Spatial-Temporal Data Mining Based on GPS Trajectory and Geo-Tagged Photo Trajectory

【作者】 王冠男

【导师】 王志忠;

【作者基本信息】 中南大学 , 概率论与数理统计, 2013, 博士

【摘要】 现代信息技术和位置感知技术迅猛发展,人们能够方便的获得各种移动物体的轨迹数据。通过分析轨迹数据可以获得很多有价值的信息,并且推断出新的知识。许多基于位置推荐的门户网站已经引起了大众和研究者的关注,关于轨迹数据挖掘的研究也逐渐变得炙手可热。轨迹数据时时空数据的重要分支,本文主要研究了基于GPS轨迹以及照片轨迹的时空数据挖掘方法,采用多种统计方法挖掘轨迹之间的相似度、旅游者的行走模式等有价值的信息,通过针对真实数据进行实验,证明了方法在实践中的高效性。本文的研究工作主要包含如下四个方面:1)提出度量GPS轨迹相似度的几何算法(GSAs)。

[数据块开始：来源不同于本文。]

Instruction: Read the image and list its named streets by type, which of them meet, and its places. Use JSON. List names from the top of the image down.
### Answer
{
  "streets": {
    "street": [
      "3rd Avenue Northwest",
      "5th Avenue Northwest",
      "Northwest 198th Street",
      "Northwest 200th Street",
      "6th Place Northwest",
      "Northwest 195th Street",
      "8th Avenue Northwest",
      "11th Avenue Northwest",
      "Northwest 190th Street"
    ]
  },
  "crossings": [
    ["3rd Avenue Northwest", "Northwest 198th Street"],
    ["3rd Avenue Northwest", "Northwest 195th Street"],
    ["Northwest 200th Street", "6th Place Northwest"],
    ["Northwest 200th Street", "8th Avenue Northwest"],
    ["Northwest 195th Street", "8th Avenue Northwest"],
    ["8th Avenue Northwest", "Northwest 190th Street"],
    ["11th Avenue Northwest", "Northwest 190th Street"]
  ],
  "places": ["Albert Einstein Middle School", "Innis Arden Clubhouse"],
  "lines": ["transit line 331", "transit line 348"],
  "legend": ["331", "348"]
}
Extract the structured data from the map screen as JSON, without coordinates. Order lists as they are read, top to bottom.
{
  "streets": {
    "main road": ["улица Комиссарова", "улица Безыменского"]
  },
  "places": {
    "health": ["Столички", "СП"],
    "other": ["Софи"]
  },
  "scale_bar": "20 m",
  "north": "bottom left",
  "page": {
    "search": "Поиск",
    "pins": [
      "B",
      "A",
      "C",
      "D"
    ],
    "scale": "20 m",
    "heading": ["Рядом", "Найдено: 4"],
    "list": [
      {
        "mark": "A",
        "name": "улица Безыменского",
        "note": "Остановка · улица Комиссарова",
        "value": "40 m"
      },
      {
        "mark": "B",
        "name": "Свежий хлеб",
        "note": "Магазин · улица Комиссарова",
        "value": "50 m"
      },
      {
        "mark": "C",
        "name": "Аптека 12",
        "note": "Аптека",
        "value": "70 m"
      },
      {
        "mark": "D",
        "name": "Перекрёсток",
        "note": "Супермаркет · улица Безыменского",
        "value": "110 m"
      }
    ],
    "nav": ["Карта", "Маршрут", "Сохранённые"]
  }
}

轨迹相似度算法能够提炼移动轨迹之间的相似信息,这些信息在城市道路网、交通和地理信息系统中发挥着很重要的作用。首先提出LAR定义(Length-Angle Ratio),用来简化GPS轨迹并检测其中的重点区域(sig-region);然后按照重点区域将轨迹分段,分别使用向量法和面积法计算轨迹中各段之间的差异性;最后通过综合分析这些差异性得到GPS轨迹的相似度。算法的优势在于三方面,首先,当GPS点缺失时,算法仍然有效;其次,GSAs应用了真实距离,体现了轨迹的几何特征,并且在以往研究的基础上充分考虑了每个用户和轨迹的独特性以及交通网的特征;最后,试验证明GSAs在精确度和时间复杂度上均优于其它现有算法。2)提出路线还原方法,将非连续Geo照片轨迹(带有地理位置信息的照片轨迹)还原成连续的GPS轨迹。GPS轨迹占据存储空间大,不易处理,原始Geo照片轨迹虽然易储存,但是不能提供和GPS轨迹同样丰富的信息,将Geo照片轨迹还原为GPS轨迹可以同时解决以上难题。本文首先提出区域兴趣度比,将景点排序。然后应用隐半马尔可夫模型(HSMM)解释旅游者的迁移规律,得到重要区域序列,在此基础上,提出均值算法将重要区域序列还原成完整的GPS序列。最后,提出基于留一交叉检验(LOOCV)的试验方法,检验还原路线与GPS路线的契合性,并且证明得到的连续GPS轨迹符合人群行走基本规律。3)挖掘照片轨迹的统计特征以及时空规律。人群行走活动的基本规律在路线规划、目的地预测和推荐系统中具有举足轻重的作用。首先,通过挖掘行走活动的共同统计特征,发现照片轨迹的一些变量符合对数正态分布,继而服从重尾法则,这些变量包括LAR,重要区域间的距离以及用户在重要区域的停留时间。其次,照片轨迹表现出高度的时空规律,本文主要从三方面来进一步研究这一问题:①重要区域间的距离符合对数正态分布的原因;②影响用户选择目的地的因素;③均方位移在照片轨迹中的特征。真实数据结果证明这些共同的统计特征和时空规律在不同的区域中是相同的。4)用生存分析的方法解决轨迹问题中删失数据的问题。已知在轨迹数据挖掘中存在删失数据的问题,传统模型不适用于这类数据,需要建立相应的删失数据模型。照片轨迹中照片之间的时间间隔为右删失数据,本文以这一数据为例,首先用Kaplan-Meier估计建立非参数模型,研究相应的生存模型和危险率模型。然后建立时间间隔关于拍照停留时间的Buckley-James模型,并且用经验似然的方法估计参数的置信区间。最后建立时间间隔关于拍照停留时间以及用户个人信息的半参数模型,并且提出基于删失数据的经验似然方法,得到经验似然函数比,证明渐进分布为标准卡方分布,简化了置信区间的求解步骤。轨迹挖掘技术为快速发展的信息技术做出了杰出的贡献,而迅猛发展的信息技术又为轨迹数据挖掘提供了更广阔的发展空间,两者相辅相成。本文提供了高效易行的方法和技术,所得到的研究和技术成果并不仅仅可局限于轨迹数据挖掘领域,方法和技术的相关算法可以应用到其它研究领域。本文所做的相关分析研究不仅丰富了轨迹数据挖掘领域的技术,并且对很多现实问题具有指导意义。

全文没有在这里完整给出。